** Opening Data supplied block **

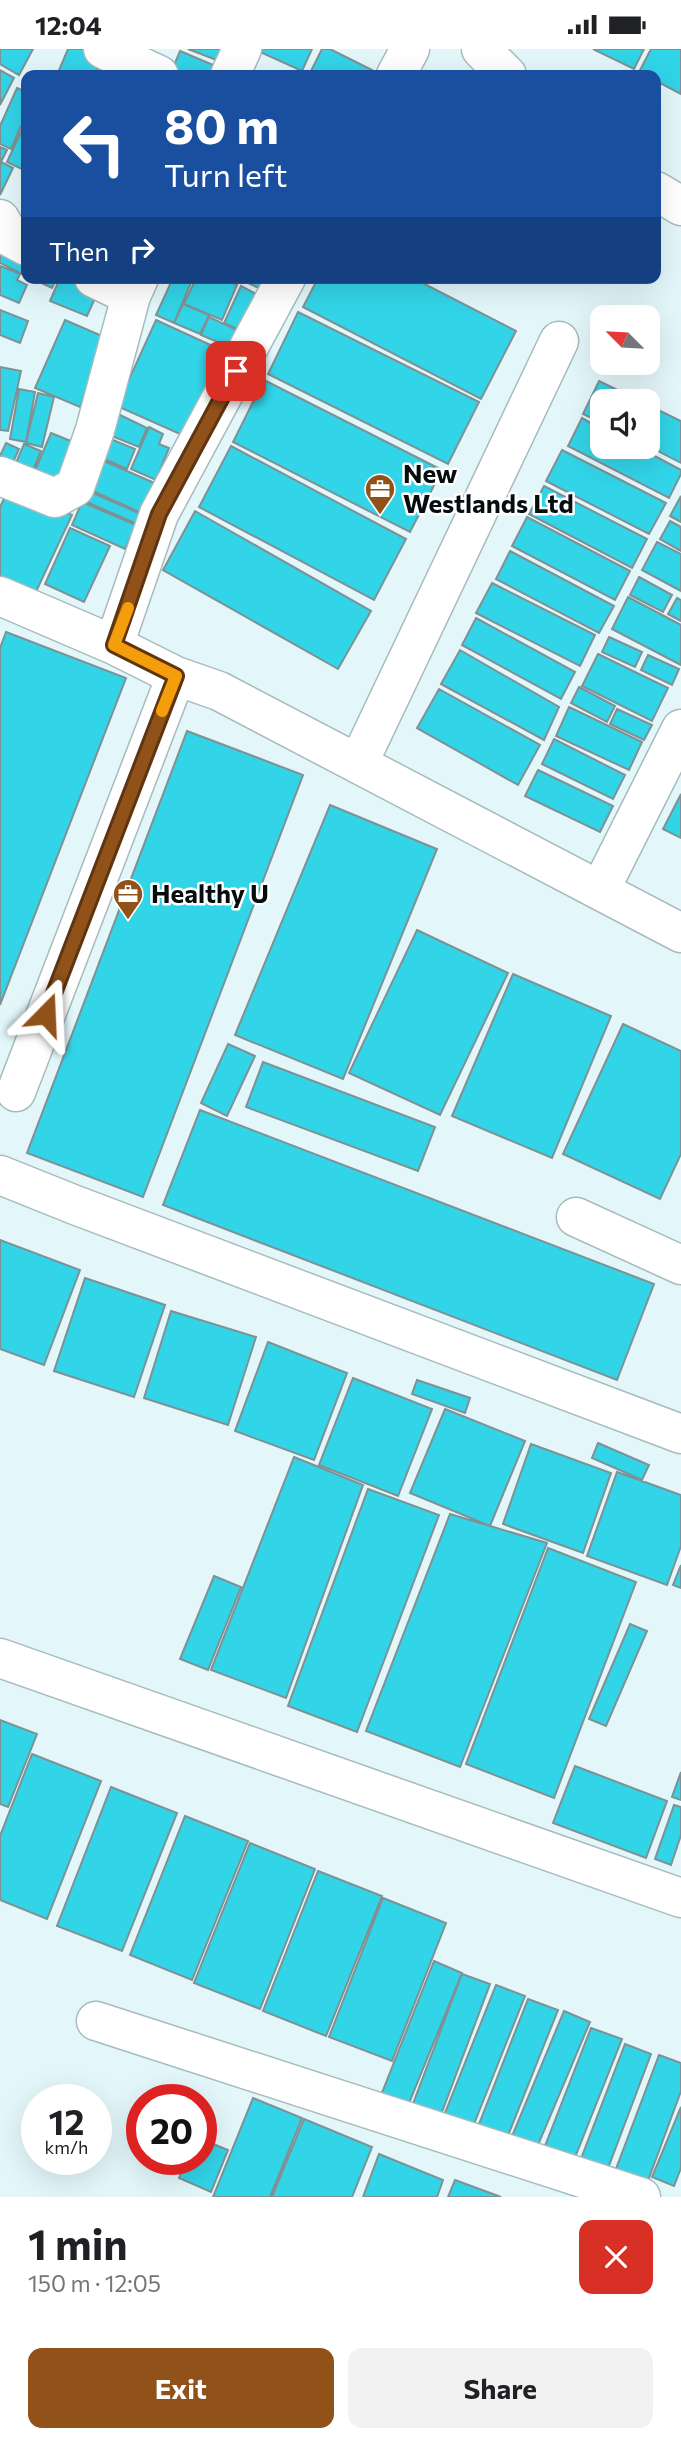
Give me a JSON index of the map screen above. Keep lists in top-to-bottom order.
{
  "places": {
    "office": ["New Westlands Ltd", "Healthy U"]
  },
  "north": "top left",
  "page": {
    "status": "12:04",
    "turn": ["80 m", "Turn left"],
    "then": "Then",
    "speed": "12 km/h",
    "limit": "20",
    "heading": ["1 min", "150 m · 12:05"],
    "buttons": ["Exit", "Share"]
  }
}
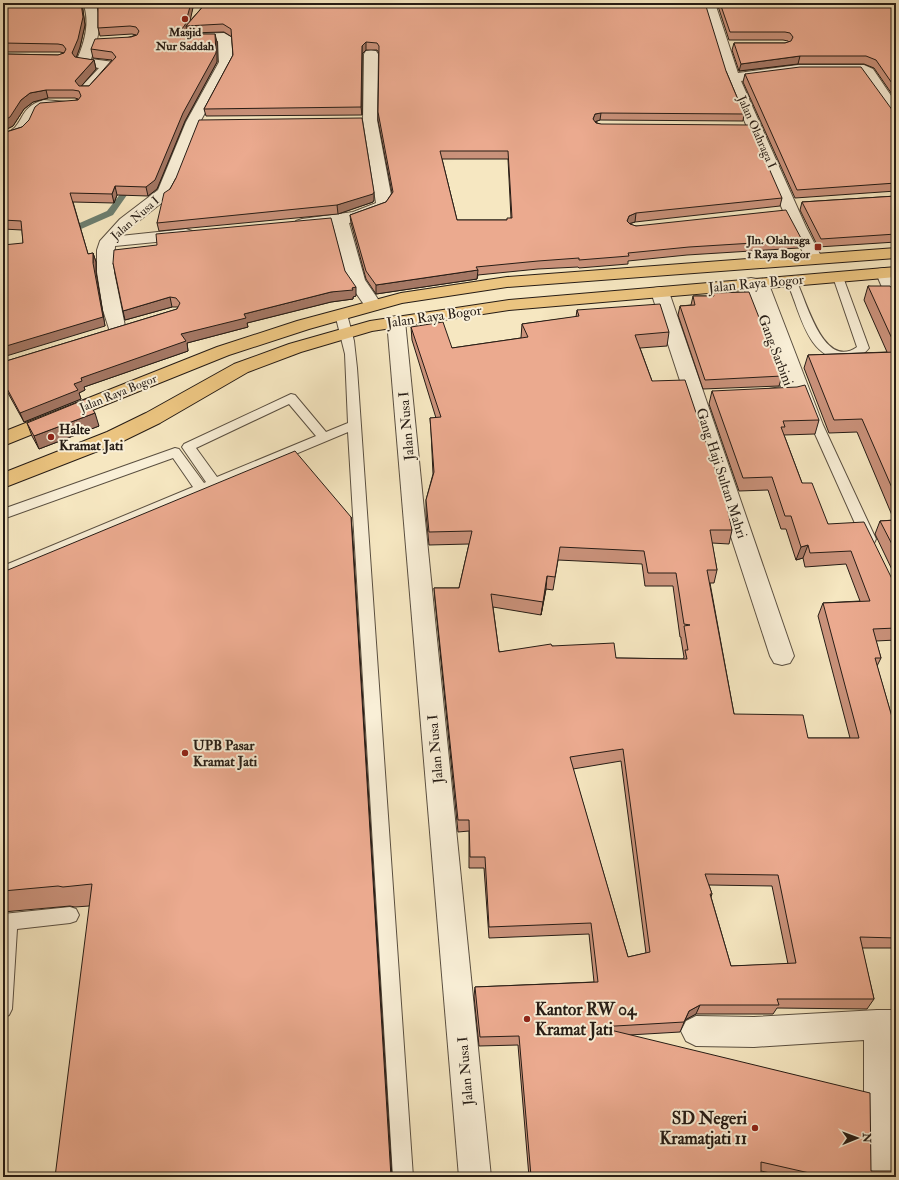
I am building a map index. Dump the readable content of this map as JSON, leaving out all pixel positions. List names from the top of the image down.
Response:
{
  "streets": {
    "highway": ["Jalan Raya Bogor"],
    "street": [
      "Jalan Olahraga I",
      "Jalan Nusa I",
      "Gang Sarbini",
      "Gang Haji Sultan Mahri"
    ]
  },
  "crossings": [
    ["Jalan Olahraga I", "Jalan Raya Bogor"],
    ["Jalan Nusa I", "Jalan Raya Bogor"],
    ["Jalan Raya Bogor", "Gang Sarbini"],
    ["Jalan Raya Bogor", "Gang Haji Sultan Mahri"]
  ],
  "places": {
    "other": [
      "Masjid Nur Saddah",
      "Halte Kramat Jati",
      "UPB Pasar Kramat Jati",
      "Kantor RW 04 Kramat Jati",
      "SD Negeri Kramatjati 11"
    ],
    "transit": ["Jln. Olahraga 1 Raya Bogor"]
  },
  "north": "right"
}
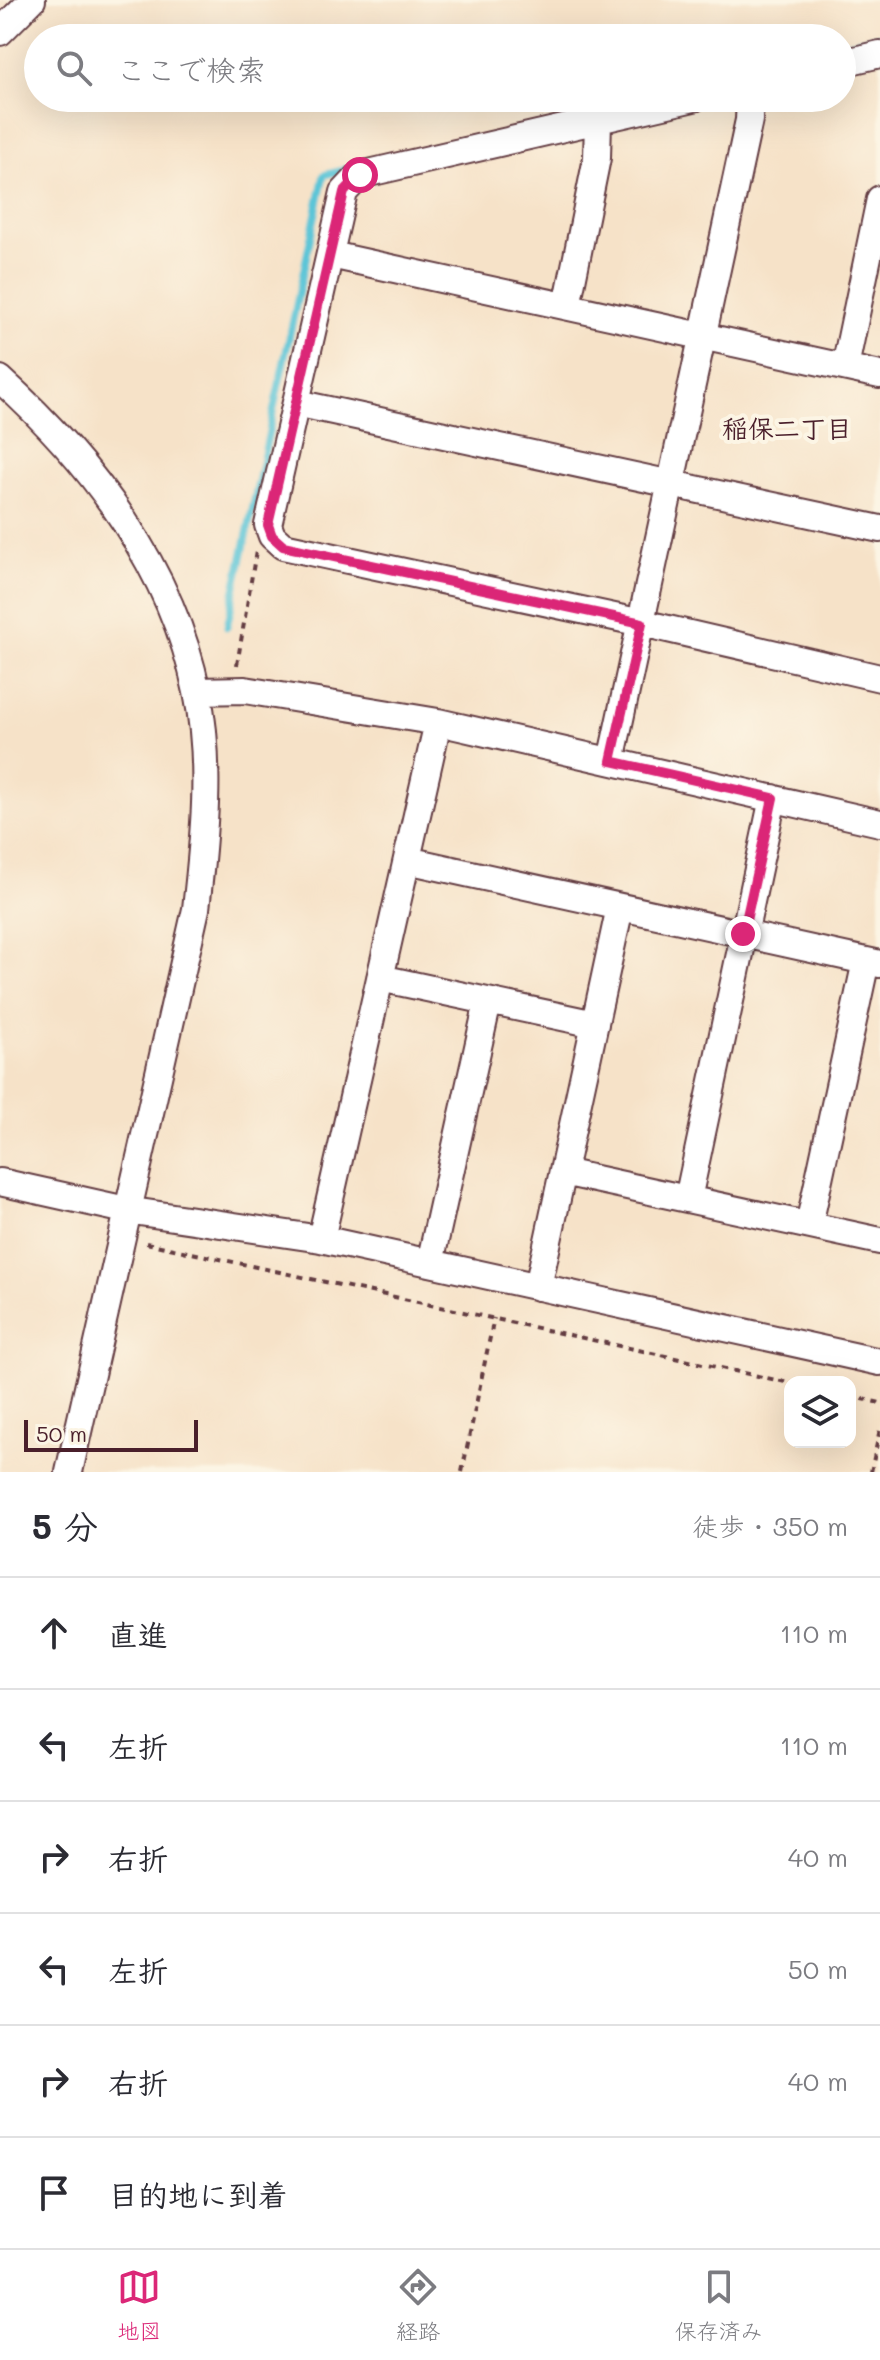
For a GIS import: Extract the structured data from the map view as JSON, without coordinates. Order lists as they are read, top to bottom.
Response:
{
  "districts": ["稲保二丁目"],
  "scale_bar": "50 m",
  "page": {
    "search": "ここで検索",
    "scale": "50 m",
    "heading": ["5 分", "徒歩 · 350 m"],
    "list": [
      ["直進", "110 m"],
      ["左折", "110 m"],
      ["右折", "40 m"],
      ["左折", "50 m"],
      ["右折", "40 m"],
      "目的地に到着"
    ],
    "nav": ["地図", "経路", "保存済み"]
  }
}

** Closing Data supplied block **

* [Activity]: Copy out each line of the records above that includes "from".

* [Output for this exercise]:
I am building a map index. Dump the readable content of this map as JSON, leaving out all pixel positions. List names from the top of the image down.
For a GIS import: Extract the structured data from the map view as JSON, without coordinates. Order lists as they are read, top to bottom.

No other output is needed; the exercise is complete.